[Dataset entries]
----------------
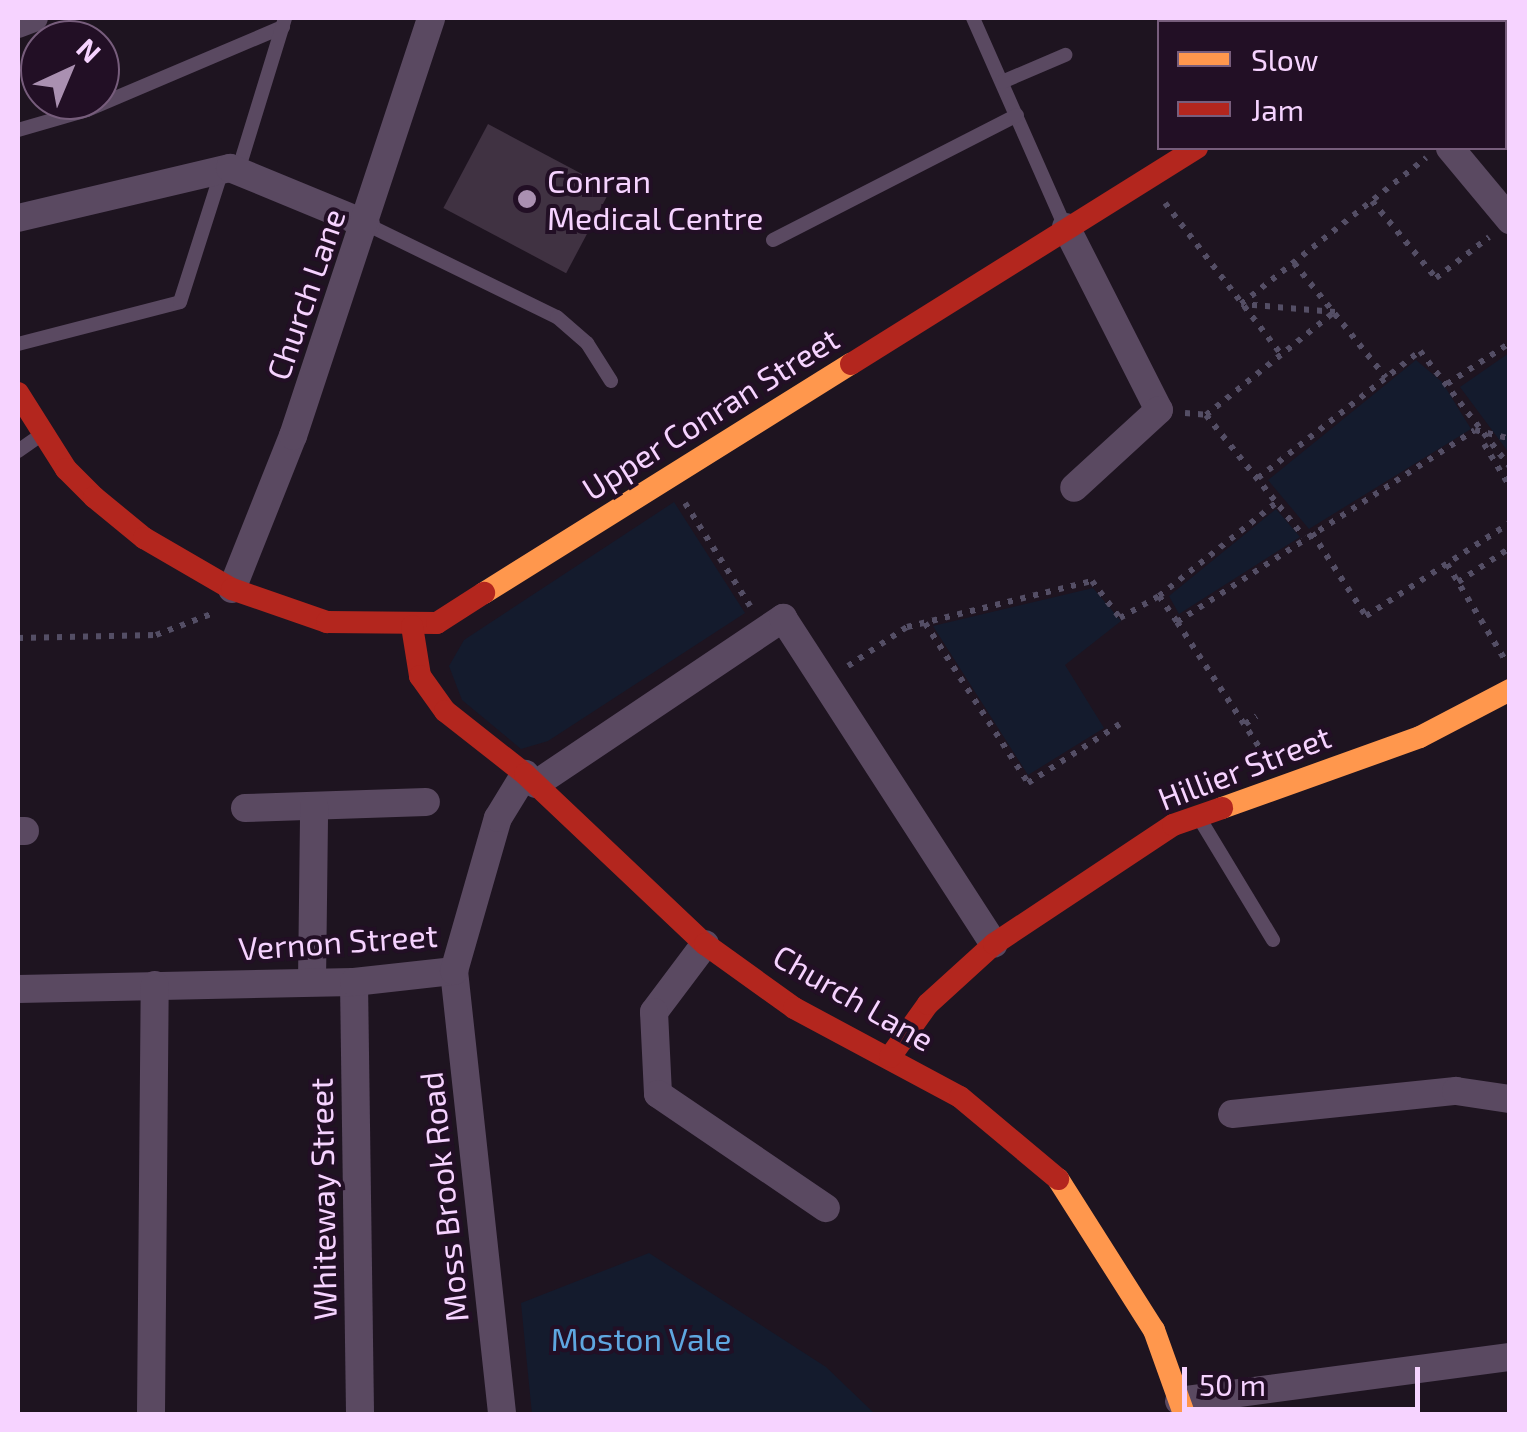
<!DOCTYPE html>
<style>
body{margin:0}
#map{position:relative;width:1527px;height:1432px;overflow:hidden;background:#1e1420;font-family:"Exo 2",sans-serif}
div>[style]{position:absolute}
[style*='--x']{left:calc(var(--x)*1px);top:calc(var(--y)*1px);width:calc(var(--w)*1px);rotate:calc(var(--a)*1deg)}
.green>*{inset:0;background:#141b2d}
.building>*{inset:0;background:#403242;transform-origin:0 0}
.path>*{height:6px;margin-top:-3px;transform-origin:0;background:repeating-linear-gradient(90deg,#544e65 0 5px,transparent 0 13px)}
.lane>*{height:14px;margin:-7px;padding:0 7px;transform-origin:7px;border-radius:7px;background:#5a4961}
.street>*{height:28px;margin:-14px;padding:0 14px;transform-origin:14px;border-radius:14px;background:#5a4961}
.slow>*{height:22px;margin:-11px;padding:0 11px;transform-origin:11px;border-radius:11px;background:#ff974d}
.jam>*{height:22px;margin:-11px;padding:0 11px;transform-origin:11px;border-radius:11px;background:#b3261e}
.dots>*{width:28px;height:28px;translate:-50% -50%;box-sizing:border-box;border:5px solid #220f25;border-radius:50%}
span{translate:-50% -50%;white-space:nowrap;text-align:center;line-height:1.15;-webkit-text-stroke:8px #220f25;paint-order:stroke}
.poi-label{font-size:32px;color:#f6d3ff}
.left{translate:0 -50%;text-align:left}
.street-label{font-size:32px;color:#f6d3ff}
.park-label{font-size:32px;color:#5ea7e0}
.frame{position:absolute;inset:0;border:20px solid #f6d3ff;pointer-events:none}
.legend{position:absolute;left:1157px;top:20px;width:350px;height:130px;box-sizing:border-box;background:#220f25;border:2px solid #775d7c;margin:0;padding:12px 18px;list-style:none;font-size:30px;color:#f6d3ff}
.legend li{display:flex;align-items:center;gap:20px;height:50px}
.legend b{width:50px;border:2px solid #775d7c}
.north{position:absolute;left:20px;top:20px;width:100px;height:100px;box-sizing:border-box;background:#220f25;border:2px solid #775d7c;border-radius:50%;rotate:44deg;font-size:28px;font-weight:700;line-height:40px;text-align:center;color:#f6d3ff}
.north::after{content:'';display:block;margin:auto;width:35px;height:45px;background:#aa90b1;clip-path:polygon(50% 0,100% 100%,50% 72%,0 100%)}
.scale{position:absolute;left:1182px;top:1367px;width:238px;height:45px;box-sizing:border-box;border:5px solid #f6d3ff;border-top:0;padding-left:12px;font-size:30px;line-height:35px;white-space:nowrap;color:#f6d3ff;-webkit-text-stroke:8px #220f25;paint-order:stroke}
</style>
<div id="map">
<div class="green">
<div style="clip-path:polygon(1509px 353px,1509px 453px,1460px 387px)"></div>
<div style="clip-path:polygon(1416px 360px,1442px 382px,1471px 429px,1309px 529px,1268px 480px)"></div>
<div style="clip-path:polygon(674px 502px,745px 613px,548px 741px,521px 749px,462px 700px,449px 666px,464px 640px)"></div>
<div style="clip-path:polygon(1276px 509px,1300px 537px,1179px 614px,1169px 596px)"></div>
<div style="clip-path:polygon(1093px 588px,1121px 621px,1065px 665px,1104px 728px,1028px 775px,933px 626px)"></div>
<div style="clip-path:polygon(649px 1253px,826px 1367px,875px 1414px,532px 1414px,521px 1303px)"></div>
</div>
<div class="building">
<div style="clip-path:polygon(1249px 18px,1332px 18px,1322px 22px)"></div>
<div style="left:488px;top:124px;width:139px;height:95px;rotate:28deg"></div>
</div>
<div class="path">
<div style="--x:1372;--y:201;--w:100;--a:50.3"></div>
<div style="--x:1436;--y:278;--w:67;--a:-37.7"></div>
<div style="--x:1165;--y:203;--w:190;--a:52.5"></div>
<div style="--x:1294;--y:263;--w:147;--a:51.3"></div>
<div style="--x:1335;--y:312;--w:94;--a:-175.1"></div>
<div style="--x:1241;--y:304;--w:236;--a:-38.3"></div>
<div style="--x:1447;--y:384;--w:75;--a:-33.1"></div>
<div style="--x:1185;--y:413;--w:21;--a:5"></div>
<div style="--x:1206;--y:415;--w:156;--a:51.2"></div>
<div style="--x:1206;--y:415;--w:164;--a:-38.8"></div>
<div style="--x:1484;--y:444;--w:50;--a:58.8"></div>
<div style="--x:1258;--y:478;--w:206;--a:-38.1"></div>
<div style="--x:1420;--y:351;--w:147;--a:52.2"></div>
<div style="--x:685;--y:503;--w:122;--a:57.7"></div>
<div style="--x:1312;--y:533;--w:99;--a:57"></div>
<div style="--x:1366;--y:616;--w:171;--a:-32.9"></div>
<div style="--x:1447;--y:564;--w:110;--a:58.8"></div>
<div style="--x:1458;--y:582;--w:62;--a:-33.2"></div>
<div style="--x:1159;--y:596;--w:151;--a:-38.5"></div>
<div style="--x:1177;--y:622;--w:164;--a:56.7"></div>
<div style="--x:925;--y:623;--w:190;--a:57.2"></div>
<div style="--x:1028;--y:783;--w:109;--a:-32.7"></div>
<div style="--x:18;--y:638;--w:138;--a:-1.2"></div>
<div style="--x:156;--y:635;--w:59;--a:-20.9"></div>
<div style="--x:848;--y:666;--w:71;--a:-33.5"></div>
<div style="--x:907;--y:627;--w:191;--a:-14"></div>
<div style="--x:1092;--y:581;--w:46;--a:52.9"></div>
<div style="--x:1120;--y:618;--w:45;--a:-29.4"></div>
<div style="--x:1159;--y:596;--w:32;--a:55"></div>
<div style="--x:1177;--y:622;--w:354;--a:-32.8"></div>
<div style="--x:1475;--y:430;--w:36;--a:14"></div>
<div style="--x:1245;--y:724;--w:14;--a:-34"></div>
</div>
<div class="lane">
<div style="--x:973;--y:18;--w:228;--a:66.2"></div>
<div style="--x:1002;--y:82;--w:69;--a:-23.2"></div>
<div style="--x:18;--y:130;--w:72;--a:-16.2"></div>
<div style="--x:87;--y:110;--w:213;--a:-23"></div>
<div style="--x:238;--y:171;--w:160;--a:-72.9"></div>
<div style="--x:366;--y:224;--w:212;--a:26"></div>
<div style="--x:557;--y:317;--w:40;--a:41"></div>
<div style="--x:587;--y:343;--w:45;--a:57.7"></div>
<div style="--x:773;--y:240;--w:274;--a:-27.1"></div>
<div style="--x:18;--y:344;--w:167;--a:-14.5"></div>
<div style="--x:180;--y:302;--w:139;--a:-72.3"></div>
<div style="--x:18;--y:451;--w:28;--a:-35"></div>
<div style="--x:1198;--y:816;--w:145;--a:58.8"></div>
</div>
<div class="street">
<div style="--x:1400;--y:22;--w:8;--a:-30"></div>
<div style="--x:18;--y:24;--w:17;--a:-21"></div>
<div style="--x:1450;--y:148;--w:94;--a:50.2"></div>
<div style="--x:18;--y:218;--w:218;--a:-13.3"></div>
<div style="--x:230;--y:168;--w:147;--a:22.4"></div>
<div style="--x:1066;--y:227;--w:205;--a:63.1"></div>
<div style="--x:1159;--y:410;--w:115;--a:137.5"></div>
<div style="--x:232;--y:589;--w:165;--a:-68.3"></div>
<div style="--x:293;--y:436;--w:440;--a:-71.7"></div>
<div style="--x:536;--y:784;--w:298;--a:-33.9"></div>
<div style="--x:783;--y:618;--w:388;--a:57.1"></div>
<div style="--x:245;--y:808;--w:181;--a:-1.9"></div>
<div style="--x:18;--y:831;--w:7;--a:0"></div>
<div style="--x:705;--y:944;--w:85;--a:126.9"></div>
<div style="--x:654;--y:1012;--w:82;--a:87.2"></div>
<div style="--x:658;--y:1094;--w:203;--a:34.2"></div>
<div style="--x:454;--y:971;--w:446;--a:83.8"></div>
<div style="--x:312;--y:982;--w:176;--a:-89.3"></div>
<div style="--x:354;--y:982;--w:432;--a:89.2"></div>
<div style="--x:18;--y:989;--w:336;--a:-1.2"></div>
<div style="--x:354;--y:982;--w:101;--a:-6.3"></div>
<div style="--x:454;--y:971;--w:159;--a:-74"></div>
<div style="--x:498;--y:818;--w:52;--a:-58.5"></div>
<div style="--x:1232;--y:1114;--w:225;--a:-5.9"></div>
<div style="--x:1456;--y:1091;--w:55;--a:8.4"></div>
<div style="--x:1179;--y:1401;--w:334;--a:-7.6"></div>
<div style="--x:151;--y:1414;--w:429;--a:-89.5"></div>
</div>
<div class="slow">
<div style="--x:484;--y:593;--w:433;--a:-32"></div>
<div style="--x:1222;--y:808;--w:210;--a:-19.7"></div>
<div style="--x:1420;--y:737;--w:102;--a:-27.6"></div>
<div style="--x:1058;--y:1179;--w:179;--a:57.6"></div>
<div style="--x:1154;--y:1330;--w:89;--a:70.3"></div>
</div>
<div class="jam">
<div style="--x:851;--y:364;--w:408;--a:-32"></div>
<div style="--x:18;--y:393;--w:90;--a:57.7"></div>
<div style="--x:66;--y:469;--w:40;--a:45"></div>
<div style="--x:94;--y:497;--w:65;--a:39.4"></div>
<div style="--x:144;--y:538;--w:102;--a:30.1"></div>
<div style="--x:232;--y:589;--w:101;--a:19.2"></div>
<div style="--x:327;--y:622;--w:110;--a:0.5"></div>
<div style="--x:437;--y:623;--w:56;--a:-32.6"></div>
<div style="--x:412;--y:626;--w:51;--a:80.9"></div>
<div style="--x:420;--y:676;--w:43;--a:54.5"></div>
<div style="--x:445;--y:711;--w:102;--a:38.2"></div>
<div style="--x:525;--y:774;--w:248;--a:43.4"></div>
<div style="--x:705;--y:944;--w:110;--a:35.7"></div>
<div style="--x:794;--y:1008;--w:188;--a:28.2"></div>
<div style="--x:960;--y:1097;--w:128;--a:39.9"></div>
<div style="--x:890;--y:1057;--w:65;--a:-54.4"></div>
<div style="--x:928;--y:1004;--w:89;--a:-42.3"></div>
<div style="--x:994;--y:944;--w:215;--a:-33.6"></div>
<div style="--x:1173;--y:825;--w:52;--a:-19.1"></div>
</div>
<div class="dots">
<div style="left:527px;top:199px;background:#aa90b1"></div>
</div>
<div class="poi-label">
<span class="left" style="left:547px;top:199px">Conran<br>Medical Centre</span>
</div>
<div class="street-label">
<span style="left:305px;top:294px;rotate:-71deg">Church Lane</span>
<span style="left:710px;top:413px;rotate:-32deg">Upper Conran Street</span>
<span style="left:1244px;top:767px;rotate:-21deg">Hillier Street</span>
<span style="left:338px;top:941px;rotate:-4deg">Vernon Street</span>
<span style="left:854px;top:997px;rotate:30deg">Church Lane</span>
<span style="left:443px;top:1197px;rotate:-96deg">Moss Brook Road</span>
<span style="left:322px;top:1199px;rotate:-91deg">Whiteway Street</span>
</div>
<div class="park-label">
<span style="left:641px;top:1338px">Moston Vale</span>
</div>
<div class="frame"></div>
<ul class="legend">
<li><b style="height:12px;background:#ff974d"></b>Slow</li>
<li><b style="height:12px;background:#b3261e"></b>Jam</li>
</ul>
<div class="north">N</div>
<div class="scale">50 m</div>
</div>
----------------
§ **Action item**
Exact repetition is the task: every line from the start of the data to the line with "0 5px,transparent 0", inclusive, and none after it, pictures omitted.

§ **Result below**
<!DOCTYPE html>
<style>
body{margin:0}
#map{position:relative;width:1527px;height:1432px;overflow:hidden;background:#1e1420;font-family:"Exo 2",sans-serif}
div>[style]{position:absolute}
[style*='--x']{left:calc(var(--x)*1px);top:calc(var(--y)*1px);width:calc(var(--w)*1px);rotate:calc(var(--a)*1deg)}
.green>*{inset:0;background:#141b2d}
.building>*{inset:0;background:#403242;transform-origin:0 0}
.path>*{height:6px;margin-top:-3px;transform-origin:0;background:repeating-linear-gradient(90deg,#544e65 0 5px,transparent 0 13px)}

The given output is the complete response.